Pain killers can be the death of your pet…
A common human cold medication killed another local dog last week. Despite around-the-clock medical care and several doses of a counteracting drug, the sweet yellow Labrador could not be saved.
No one really knew how Kiera was poisoned until near the end, when an empty Neo-Citron box was found in her yard. The popular cold treatment contains acetaminophen (APAP), commonly known in North America by the brand name Tylenol.
Acetaminophen kills a lot of cats because their bodies don’t metabolize it the way we do. Just one 325 mg tablet can be fatal to felines. Being finicky creatures, cats don’t usually eat pills readily. The poisoning is often caused by a well-meaning owner giving the cat a tablet or two to treat pain and illness.

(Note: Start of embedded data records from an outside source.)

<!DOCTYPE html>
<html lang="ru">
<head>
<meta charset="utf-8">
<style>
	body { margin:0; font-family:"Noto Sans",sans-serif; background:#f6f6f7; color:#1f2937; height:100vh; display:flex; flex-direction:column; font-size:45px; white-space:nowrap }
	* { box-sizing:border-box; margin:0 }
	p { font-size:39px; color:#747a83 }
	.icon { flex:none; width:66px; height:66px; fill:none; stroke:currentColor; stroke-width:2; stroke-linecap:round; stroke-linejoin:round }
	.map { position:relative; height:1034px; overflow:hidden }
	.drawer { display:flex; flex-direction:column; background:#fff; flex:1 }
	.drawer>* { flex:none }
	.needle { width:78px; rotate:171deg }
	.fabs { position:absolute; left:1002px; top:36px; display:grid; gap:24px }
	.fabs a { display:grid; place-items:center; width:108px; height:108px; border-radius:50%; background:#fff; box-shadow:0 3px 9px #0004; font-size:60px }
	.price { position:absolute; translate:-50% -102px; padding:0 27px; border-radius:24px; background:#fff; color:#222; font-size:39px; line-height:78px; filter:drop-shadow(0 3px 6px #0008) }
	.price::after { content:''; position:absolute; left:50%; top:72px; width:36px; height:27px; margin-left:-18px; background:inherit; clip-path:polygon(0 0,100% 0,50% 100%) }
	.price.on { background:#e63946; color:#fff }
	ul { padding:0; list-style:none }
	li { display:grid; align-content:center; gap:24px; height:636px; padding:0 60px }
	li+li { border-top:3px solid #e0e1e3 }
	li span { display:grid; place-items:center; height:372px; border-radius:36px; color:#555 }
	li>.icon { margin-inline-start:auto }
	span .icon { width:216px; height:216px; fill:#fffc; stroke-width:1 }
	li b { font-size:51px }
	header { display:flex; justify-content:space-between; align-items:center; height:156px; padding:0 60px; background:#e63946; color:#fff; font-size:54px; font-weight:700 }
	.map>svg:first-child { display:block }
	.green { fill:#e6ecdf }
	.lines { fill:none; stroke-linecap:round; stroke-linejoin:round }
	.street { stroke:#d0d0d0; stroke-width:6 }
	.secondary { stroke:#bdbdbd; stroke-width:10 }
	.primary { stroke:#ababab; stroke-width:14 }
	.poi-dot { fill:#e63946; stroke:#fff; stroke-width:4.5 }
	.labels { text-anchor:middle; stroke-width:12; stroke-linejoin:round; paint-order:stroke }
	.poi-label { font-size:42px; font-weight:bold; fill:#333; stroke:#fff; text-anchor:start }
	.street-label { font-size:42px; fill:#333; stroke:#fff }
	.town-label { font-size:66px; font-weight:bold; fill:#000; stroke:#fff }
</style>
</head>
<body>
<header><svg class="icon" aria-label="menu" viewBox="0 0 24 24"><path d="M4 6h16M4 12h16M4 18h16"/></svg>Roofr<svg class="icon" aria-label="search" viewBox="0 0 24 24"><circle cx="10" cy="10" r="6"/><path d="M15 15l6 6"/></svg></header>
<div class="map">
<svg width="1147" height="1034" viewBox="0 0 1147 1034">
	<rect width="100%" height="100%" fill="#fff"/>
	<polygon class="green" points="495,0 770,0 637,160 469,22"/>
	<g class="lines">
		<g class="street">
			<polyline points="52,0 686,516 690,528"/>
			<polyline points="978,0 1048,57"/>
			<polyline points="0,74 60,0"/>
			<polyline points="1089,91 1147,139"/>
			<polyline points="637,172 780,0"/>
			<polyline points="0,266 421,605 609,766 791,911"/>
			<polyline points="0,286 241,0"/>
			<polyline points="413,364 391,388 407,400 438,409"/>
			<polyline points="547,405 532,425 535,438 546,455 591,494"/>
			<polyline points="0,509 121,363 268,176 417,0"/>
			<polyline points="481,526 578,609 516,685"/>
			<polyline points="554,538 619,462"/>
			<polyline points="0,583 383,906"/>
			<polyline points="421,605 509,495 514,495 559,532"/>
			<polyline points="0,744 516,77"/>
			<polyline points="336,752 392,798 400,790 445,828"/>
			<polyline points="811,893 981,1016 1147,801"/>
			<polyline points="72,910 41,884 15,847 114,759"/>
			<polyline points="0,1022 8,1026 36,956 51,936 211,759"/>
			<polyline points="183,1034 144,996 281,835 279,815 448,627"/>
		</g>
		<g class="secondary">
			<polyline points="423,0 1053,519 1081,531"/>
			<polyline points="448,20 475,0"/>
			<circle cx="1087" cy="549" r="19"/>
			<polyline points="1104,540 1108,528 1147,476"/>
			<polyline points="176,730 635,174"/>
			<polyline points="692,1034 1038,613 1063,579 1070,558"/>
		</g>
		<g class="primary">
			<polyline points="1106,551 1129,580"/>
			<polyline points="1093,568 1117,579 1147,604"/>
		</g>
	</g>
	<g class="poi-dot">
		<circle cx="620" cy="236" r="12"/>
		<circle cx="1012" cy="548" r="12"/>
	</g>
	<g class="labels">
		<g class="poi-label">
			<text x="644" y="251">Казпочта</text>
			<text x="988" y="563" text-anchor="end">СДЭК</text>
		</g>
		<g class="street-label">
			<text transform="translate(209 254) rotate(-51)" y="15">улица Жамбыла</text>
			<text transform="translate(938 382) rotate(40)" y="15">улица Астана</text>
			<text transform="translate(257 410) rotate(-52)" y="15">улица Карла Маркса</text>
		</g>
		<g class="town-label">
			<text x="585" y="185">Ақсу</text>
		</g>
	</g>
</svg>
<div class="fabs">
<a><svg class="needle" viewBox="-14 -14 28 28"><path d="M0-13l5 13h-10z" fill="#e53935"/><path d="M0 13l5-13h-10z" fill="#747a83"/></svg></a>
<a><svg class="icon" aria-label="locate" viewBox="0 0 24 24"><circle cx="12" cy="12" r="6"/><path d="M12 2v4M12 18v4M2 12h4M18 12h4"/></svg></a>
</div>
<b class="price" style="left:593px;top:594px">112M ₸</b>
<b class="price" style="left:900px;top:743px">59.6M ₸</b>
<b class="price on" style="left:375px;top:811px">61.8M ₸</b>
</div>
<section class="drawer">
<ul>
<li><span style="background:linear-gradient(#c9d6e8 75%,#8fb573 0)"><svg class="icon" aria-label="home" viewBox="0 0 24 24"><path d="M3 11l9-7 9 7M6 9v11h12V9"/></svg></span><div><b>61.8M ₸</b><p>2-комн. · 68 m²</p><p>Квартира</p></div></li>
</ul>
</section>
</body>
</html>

The drug is much less toxic to canines and is now occasionally prescribed in small amounts with careful monitoring. Please don’t give this to your dog without a veterinarian’s advice! Acetaminophen poisonings in dogs are usually self-inflicted due to their tendency to eat almost anything. Labradors are at the top of the gluttons list and they visit vet clinics often for detox treatments.
APAP overdose in dogs generally causes liver damage as it does in people. In the United States, it is the most common cause of acute liver failure in humans. Kiera had ingested a dose even beyond the threshold for affecting the liver and her blood turned brown because it could no longer carry oxygen.

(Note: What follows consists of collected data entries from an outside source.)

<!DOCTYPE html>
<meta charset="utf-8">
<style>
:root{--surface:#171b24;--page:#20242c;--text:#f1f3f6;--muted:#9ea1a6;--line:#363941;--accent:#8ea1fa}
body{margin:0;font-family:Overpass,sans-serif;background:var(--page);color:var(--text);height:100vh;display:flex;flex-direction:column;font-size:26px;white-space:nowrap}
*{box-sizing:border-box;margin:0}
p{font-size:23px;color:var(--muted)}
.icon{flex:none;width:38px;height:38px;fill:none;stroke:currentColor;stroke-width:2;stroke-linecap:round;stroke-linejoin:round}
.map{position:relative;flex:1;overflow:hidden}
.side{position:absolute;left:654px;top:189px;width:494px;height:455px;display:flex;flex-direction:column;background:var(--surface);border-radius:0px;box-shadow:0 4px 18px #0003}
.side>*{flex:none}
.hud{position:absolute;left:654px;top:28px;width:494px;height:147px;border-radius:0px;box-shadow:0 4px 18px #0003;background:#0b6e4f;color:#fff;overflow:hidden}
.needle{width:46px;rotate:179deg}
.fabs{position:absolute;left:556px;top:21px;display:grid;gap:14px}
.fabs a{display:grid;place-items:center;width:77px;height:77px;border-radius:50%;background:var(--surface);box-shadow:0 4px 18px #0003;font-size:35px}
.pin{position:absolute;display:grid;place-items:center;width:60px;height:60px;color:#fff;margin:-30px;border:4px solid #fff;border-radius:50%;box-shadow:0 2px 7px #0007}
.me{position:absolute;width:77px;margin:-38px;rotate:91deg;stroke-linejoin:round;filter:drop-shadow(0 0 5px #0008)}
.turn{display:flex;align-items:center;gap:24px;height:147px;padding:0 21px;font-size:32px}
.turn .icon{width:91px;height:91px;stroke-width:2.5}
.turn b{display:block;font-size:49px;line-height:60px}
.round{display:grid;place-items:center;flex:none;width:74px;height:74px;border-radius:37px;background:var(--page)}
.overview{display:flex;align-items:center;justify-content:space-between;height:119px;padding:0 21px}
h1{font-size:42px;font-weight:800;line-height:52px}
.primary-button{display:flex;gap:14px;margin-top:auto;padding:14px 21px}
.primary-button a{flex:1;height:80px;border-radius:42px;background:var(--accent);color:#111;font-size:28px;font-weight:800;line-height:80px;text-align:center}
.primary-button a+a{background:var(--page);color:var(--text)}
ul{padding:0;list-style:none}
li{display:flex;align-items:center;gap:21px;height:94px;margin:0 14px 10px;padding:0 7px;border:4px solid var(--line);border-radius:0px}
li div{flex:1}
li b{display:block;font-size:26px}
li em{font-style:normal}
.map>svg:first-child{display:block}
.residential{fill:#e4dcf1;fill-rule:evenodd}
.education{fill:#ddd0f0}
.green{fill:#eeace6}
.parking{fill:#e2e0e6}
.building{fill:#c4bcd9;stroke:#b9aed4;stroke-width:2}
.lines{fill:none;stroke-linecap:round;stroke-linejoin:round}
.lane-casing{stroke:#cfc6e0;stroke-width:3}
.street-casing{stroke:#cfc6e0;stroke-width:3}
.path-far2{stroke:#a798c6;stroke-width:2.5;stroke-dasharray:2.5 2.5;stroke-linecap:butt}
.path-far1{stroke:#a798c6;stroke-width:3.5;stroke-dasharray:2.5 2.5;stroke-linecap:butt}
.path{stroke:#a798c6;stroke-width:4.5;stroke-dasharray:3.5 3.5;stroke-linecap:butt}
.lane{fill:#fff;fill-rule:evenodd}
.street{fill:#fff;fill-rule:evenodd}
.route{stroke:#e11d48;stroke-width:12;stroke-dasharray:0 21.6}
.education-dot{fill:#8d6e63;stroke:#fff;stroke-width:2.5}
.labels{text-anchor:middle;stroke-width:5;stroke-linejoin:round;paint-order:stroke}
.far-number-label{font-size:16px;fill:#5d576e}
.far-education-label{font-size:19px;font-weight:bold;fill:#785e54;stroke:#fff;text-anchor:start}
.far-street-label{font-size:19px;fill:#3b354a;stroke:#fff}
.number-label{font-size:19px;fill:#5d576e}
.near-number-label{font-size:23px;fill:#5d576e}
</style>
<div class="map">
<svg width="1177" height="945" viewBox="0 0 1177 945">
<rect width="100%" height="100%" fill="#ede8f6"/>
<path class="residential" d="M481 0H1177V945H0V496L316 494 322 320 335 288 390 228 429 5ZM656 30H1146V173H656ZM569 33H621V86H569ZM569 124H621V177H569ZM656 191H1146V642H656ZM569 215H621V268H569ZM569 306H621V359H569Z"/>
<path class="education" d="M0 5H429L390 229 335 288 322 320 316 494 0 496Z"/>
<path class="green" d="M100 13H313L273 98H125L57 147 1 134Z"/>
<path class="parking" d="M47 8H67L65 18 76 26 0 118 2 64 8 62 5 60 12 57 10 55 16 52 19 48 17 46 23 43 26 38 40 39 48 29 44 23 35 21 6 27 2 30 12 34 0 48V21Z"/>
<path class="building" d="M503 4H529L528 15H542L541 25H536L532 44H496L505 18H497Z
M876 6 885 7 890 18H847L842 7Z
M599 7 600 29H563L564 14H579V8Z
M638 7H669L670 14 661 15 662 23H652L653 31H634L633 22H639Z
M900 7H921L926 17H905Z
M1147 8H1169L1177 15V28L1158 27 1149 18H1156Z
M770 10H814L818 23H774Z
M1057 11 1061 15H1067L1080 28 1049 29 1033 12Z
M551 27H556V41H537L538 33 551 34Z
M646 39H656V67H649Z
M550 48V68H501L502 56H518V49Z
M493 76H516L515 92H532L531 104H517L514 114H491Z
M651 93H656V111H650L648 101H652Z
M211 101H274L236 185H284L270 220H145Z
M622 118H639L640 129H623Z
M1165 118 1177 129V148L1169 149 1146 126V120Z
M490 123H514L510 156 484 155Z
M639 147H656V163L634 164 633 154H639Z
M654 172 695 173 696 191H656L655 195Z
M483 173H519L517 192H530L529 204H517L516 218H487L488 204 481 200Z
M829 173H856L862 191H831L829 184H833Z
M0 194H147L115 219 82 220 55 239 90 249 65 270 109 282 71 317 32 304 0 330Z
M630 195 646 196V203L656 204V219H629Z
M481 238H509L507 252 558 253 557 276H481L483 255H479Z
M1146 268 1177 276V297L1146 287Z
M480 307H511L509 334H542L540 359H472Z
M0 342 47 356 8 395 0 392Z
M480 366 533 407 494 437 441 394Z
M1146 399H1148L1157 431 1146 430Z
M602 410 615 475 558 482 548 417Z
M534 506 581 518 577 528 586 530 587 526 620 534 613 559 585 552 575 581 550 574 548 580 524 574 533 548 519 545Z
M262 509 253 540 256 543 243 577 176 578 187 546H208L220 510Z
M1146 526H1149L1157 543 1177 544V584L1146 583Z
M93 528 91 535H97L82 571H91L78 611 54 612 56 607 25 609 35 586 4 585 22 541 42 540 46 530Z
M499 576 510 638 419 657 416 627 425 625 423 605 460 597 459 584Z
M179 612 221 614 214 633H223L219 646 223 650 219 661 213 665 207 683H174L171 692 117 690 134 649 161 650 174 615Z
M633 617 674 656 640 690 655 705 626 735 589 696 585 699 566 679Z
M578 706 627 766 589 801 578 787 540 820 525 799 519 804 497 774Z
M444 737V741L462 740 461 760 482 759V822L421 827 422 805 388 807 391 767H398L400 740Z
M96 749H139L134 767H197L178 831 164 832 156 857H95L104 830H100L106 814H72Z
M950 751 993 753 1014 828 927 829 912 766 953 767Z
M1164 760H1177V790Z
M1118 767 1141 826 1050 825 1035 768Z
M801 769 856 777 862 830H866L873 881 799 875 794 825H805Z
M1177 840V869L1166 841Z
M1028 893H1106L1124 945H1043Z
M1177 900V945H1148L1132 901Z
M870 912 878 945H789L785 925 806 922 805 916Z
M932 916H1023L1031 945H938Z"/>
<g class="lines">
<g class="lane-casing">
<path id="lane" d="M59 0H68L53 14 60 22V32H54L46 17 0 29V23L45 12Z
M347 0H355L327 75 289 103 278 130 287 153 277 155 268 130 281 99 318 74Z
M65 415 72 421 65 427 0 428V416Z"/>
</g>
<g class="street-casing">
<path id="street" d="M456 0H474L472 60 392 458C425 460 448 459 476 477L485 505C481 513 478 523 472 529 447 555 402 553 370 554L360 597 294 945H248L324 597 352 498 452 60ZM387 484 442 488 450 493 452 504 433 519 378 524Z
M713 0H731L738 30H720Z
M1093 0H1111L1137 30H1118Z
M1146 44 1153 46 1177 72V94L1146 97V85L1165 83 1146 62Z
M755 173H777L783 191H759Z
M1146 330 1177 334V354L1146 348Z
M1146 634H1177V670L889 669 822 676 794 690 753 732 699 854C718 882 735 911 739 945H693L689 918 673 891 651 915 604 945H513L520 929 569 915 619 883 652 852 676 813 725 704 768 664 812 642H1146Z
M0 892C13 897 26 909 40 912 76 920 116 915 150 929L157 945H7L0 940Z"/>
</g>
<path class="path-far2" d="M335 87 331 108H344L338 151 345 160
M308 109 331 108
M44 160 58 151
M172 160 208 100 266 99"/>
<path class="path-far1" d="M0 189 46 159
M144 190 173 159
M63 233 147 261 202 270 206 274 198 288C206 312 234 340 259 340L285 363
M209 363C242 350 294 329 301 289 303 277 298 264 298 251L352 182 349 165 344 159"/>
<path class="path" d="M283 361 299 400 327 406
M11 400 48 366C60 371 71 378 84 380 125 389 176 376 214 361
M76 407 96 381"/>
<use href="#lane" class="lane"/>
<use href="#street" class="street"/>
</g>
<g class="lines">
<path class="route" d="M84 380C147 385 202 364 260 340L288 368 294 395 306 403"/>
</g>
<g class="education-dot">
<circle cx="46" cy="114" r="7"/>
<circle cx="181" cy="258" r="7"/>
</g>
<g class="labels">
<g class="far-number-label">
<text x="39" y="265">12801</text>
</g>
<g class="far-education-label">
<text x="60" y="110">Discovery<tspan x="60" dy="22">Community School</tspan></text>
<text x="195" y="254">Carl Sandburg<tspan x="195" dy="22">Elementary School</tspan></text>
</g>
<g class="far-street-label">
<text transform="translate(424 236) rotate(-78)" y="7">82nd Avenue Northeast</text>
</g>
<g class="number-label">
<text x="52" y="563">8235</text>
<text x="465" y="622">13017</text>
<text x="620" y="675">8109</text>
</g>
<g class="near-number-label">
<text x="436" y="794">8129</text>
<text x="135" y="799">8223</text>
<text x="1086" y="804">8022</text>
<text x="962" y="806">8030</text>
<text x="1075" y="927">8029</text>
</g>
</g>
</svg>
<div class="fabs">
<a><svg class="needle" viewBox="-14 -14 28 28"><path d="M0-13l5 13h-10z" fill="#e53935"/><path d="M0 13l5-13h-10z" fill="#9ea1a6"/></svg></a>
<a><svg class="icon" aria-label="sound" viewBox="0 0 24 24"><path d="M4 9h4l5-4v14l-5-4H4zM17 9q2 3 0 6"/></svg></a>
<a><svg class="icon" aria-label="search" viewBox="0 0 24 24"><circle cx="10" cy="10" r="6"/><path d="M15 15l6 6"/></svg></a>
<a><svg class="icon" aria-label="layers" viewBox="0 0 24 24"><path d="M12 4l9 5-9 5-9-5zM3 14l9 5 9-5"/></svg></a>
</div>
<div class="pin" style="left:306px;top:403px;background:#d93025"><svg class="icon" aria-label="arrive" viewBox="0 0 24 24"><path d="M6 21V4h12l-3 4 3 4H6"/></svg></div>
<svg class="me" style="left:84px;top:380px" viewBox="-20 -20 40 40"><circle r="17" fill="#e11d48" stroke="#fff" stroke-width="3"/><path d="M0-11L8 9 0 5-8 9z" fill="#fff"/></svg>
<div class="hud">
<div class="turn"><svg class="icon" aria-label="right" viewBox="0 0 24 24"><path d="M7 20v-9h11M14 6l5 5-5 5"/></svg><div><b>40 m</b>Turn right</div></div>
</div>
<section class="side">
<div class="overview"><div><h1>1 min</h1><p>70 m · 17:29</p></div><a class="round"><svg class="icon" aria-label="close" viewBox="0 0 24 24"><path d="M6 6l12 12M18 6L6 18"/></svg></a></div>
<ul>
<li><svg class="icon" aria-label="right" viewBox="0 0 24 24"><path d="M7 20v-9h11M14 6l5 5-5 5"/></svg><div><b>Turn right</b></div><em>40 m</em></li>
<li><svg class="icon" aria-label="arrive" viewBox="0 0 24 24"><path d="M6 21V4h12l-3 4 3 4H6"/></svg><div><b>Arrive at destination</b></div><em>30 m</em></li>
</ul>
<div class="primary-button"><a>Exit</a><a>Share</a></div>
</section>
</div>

The list of household items that can poison pets is long, as I was reminded while trying to determine what was killing my patient last week. Moth balls, onions, matches, gels or sprays containing benzocaine and certain dyes can all cause symptoms similar to those of APAP toxicity.
For cats, the top toxins reported to the Pet Poison Helpline last year were spot-on insecticides meant for dogs, household cleaners, human antidepressants, and poisonous plants such as lilies. APAP and other anti-inflammatories, including aspirin rounded out the list.
We see dogs poisoned most often by chocolate, mouse bait, compost, anti-freeze, human drugs – recreational and otherwise – and foods containing the sweetener xylitol.
If you suspect a pet may have been poisoned, contact your veterinarian. Information and advice is also available for a fee through two services – Pet Poison Helpline at 800-213-6680 and the Animal Poison Control Center at 888-426-4435. Any details about the toxic ingredients, amount ingested, the animal’s weight and the time of poisoning could be lifesaving.